End with a line saying just "end".
>silent
>printf "kslfre %x\n", $rdi
>c
>end

This will show all the latch gets during both insert into and commit. However the interesting bit is:

(session 1)
$61 = (void (*)()) 0xccc0bf0 
Hardware access (read/write) watchpoint 12: *0x60027e20

Value = 1
0x000000000ccc0c50 in ksaamb ()

(session 2)
$6 = (void (*)()) 0xccc0bf0 
Hardware access (read/write) watchpoint 12: *0x60027e20

Value = 0
0x000000000ccc0c50 in ksaamb ()
kslgetl 6000e660
Hardware access (read/write) watchpoint 12: *0x60027e20

Value = 0
0x000000000ccc0ca1 in ksaamb ()
Hardware access (read/write) watchpoint 12: *0x60027e20

Value = 0
0x000000000ccc0d68 in ksaamb ()
Hardware access (read/write) watchpoint 12: *0x60027e20

Old value = 0
New value = 1
0x000000000ccc0d7c in ksaamb ()
kslfre 6000e660

The first session reads the value 1 and bails out. The second session reads the value 0 and continues. It then takes a latch at address 0x6000e660, and eventually sets the value to 1, and frees the latch at address 0x6000e660.

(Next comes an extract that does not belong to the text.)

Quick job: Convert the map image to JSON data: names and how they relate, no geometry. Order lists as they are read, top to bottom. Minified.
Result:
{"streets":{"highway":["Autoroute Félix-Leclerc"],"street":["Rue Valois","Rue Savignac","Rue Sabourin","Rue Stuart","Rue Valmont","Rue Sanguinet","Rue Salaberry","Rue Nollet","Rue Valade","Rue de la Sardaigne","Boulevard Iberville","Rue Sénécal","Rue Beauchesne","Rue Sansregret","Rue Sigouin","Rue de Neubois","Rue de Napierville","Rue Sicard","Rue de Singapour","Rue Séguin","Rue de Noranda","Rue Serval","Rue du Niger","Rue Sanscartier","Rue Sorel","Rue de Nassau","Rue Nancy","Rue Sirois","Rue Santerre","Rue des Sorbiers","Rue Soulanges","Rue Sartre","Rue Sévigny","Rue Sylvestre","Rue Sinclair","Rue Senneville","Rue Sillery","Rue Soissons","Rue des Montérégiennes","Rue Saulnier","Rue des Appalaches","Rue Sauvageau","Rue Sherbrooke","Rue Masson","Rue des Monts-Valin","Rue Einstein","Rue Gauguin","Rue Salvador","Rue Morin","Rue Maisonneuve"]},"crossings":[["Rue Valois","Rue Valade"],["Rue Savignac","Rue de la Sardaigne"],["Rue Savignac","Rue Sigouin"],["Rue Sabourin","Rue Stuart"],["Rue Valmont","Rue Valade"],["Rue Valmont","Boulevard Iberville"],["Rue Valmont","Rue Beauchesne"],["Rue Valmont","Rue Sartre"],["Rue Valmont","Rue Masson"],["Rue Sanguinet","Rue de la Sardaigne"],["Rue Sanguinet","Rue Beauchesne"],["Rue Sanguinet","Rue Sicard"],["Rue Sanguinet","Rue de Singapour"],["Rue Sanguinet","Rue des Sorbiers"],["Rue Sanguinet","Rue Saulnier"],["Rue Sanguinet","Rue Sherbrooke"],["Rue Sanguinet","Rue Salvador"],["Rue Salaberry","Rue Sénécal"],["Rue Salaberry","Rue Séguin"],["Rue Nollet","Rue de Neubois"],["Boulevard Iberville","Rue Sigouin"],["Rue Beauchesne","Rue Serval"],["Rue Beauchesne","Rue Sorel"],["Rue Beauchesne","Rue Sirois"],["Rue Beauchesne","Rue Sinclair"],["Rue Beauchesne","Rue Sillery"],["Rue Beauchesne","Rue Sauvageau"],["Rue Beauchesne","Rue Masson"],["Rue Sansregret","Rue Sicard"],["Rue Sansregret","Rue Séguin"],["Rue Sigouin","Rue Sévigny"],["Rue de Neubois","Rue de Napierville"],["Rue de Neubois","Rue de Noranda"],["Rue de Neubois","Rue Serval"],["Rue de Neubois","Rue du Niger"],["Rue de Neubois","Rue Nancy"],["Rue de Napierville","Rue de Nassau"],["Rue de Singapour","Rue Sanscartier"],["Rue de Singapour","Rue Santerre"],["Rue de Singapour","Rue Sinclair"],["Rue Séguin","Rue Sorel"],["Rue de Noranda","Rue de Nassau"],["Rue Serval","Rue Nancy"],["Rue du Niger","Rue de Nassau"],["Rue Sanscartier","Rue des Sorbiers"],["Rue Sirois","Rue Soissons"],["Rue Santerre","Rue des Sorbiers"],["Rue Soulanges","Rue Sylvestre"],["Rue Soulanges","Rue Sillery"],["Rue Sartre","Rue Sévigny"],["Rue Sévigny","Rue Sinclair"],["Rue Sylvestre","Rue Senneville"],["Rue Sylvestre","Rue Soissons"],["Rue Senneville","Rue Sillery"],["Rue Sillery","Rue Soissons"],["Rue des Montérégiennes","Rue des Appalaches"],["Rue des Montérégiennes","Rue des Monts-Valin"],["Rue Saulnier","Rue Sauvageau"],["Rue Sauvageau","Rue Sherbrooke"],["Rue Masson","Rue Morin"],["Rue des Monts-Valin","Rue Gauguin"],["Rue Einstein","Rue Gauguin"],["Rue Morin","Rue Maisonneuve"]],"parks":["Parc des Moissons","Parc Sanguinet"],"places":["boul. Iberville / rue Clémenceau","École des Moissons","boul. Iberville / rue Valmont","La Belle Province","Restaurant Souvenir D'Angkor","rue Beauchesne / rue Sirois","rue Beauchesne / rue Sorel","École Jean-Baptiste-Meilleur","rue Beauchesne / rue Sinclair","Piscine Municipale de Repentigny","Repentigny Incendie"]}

Probably most readers of this blog can already guess the latch name, but for completeness sake:

SYS@testdb AS SYSDBA> select addr, name from v$latch where to_number(addr,'XXXXXXXXXXXXXXXX') = to_number('6000e660','XXXXXXXX');

ADDR		 NAME
---------------- ----------------------------------------------------------------
000000006000E660 messages

The messages latch!

Conclusion
Whenever a session needs its redo to be written by the log writer, it makes sure the redo is available for the logwriter using the function kcrfw_copy_cv, and then triggers the logwriter. When profiling system calls, it looks like the trigger simply is waking up the logwriter using the system call semctl. Upon deeper investigation, the way it works is that actually a message is send to the logwriter explicitly asking the logwriter to take action on the Oracle level. The construction of the logwriter sleeping in semtimedop and a process triggering it using semctl is an implementation detail.

A session that needs to trigger the logwriter uses the Oracle ksa (kernel service asynchronous messages) layer of functions. The function ksaamb (kernel service asynchronous messages allocate message buffer) reads a variable (0x60027e20) in the fixed SGA to make sure this work is not already currently being done. 0 means no other process is doing that, a value of 1 means another session is already working on signalling the logwriter. If 1 is encountered the session stops trying to signal the logwriter, and “hopes” the other session triggers the logwriter and that the logwriter will write it’s redo. However, to be absolutely sure, it will try to signal the logwriter once again when the second “phase” of the kcrf_commit_force_int execution (which is waiting for the logwriter to finish writing the session’s redo).

Setting the fixed SGA variable is protected by a messages latch.

The essence of the article is you might not always see a semctl call where you expect it. This is actually an optimisation which makes sense once you understand the implementation details.